▼▼▼

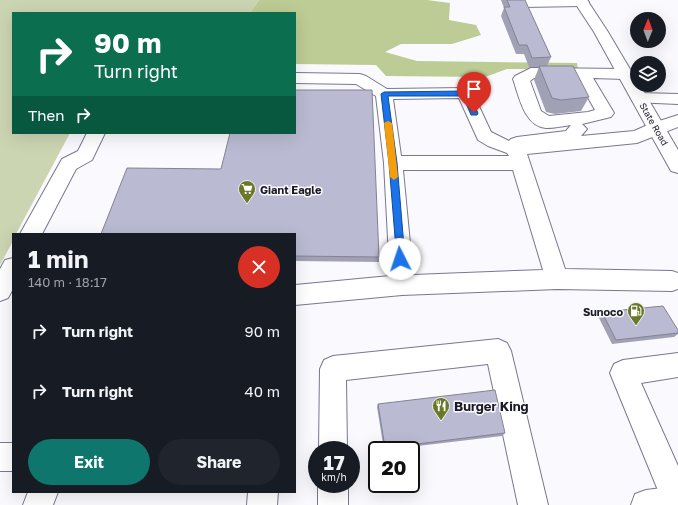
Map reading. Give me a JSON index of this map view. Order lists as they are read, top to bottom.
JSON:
{
  "streets": {
    "main road": ["State Road"]
  },
  "places": {
    "supermarket": ["Giant Eagle"],
    "fuel station": ["Sunoco"],
    "restaurant": ["Burger King"]
  },
  "north": "top",
  "page": {
    "turn": ["90 m", "Turn right"],
    "then": "Then",
    "heading": ["1 min", "140 m · 18:17"],
    "list": [
      {
        "name": "Turn right",
        "value": "90 m"
      },
      {
        "name": "Turn right",
        "value": "40 m"
      }
    ],
    "buttons": ["Exit", "Share"],
    "speed": "17 km/h",
    "limit": "20"
  }
}
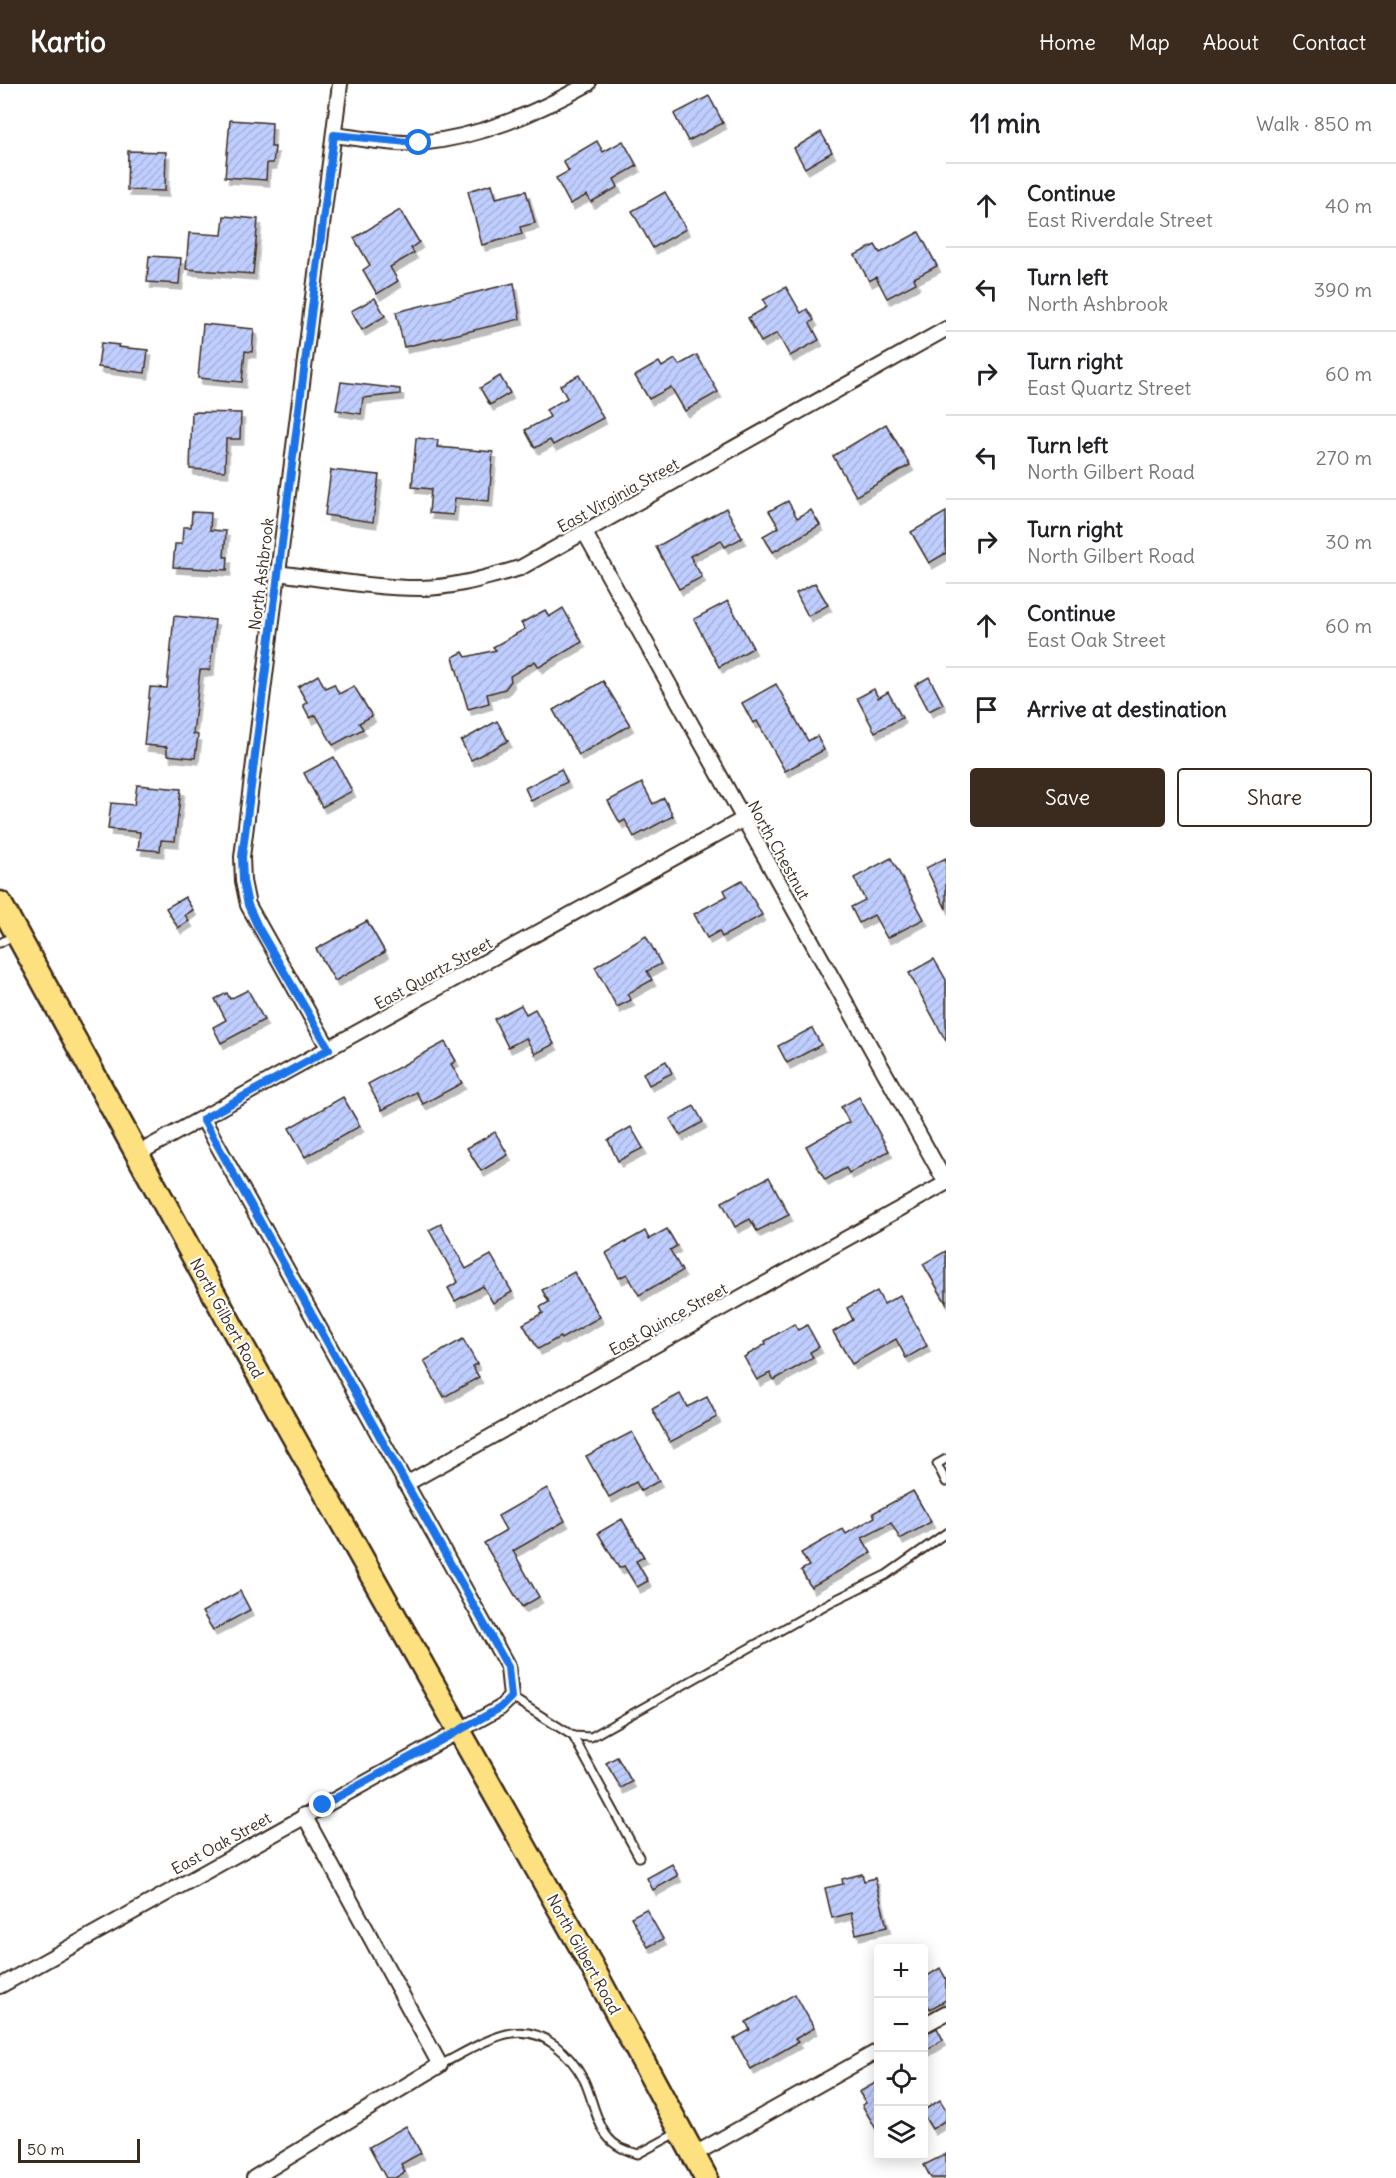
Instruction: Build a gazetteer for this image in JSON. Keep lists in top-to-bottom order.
{
  "streets": {
    "main road": ["North Gilbert Road"],
    "street": [
      "East Virginia Street",
      "North Ashbrook",
      "North Chestnut",
      "East Quartz Street",
      "East Quince Street",
      "East Oak Street"
    ]
  },
  "crossings": [
    ["East Virginia Street", "North Ashbrook"],
    ["East Virginia Street", "North Chestnut"],
    ["North Ashbrook", "East Quartz Street"],
    ["North Chestnut", "East Quartz Street"],
    ["North Chestnut", "East Quince Street"],
    ["East Quartz Street", "North Gilbert Road"],
    ["North Gilbert Road", "East Oak Street"]
  ],
  "scale_bar": "50 m",
  "page": {
    "header": "Kartio",
    "nav": [
      "Home",
      "Map",
      "About",
      "Contact"
    ],
    "heading": ["11 min", "Walk · 850 m"],
    "list": [
      ["Continue", "East Riverdale Street", "40 m"],
      ["Turn left", "North Ashbrook", "390 m"],
      ["Turn right", "East Quartz Street", "60 m"],
      ["Turn left", "North Gilbert Road", "270 m"],
      ["Turn right", "North Gilbert Road", "30 m"],
      ["Continue", "East Oak Street", "60 m"],
      "Arrive at destination"
    ],
    "buttons": ["Save", "Share"],
    "map_buttons": ["+", "−"],
    "scale": "50 m"
  }
}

▲▲▲

▶ **Exercise prompt**:
With the pictures removed, return the full listing exactly as given.

▶ **Written reply**:
Map reading. Give me a JSON index of this map view. Order lists as they are read, top to bottom.
JSON:
{
  "streets": {
    "main road": ["State Road"]
  },
  "places": {
    "supermarket": ["Giant Eagle"],
    "fuel station": ["Sunoco"],
    "restaurant": ["Burger King"]
  },
  "north": "top",
  "page": {
    "turn": ["90 m", "Turn right"],
    "then": "Then",
    "heading": ["1 min", "140 m · 18:17"],
    "list": [
      {
        "name": "Turn right",
        "value": "90 m"
      },
      {
        "name": "Turn right",
        "value": "40 m"
      }
    ],
    "buttons": ["Exit", "Share"],
    "speed": "17 km/h",
    "limit": "20"
  }
}
Instruction: Build a gazetteer for this image in JSON. Keep lists in top-to-bottom order.
{
  "streets": {
    "main road": ["North Gilbert Road"],
    "street": [
      "East Virginia Street",
      "North Ashbrook",
      "North Chestnut",
      "East Quartz Street",
      "East Quince Street",
      "East Oak Street"
    ]
  },
  "crossings": [
    ["East Virginia Street", "North Ashbrook"],
    ["East Virginia Street", "North Chestnut"],
    ["North Ashbrook", "East Quartz Street"],
    ["North Chestnut", "East Quartz Street"],
    ["North Chestnut", "East Quince Street"],
    ["East Quartz Street", "North Gilbert Road"],
    ["North Gilbert Road", "East Oak Street"]
  ],
  "scale_bar": "50 m",
  "page": {
    "header": "Kartio",
    "nav": [
      "Home",
      "Map",
      "About",
      "Contact"
    ],
    "heading": ["11 min", "Walk · 850 m"],
    "list": [
      ["Continue", "East Riverdale Street", "40 m"],
      ["Turn left", "North Ashbrook", "390 m"],
      ["Turn right", "East Quartz Street", "60 m"],
      ["Turn left", "North Gilbert Road", "270 m"],
      ["Turn right", "North Gilbert Road", "30 m"],
      ["Continue", "East Oak Street", "60 m"],
      "Arrive at destination"
    ],
    "buttons": ["Save", "Share"],
    "map_buttons": ["+", "−"],
    "scale": "50 m"
  }
}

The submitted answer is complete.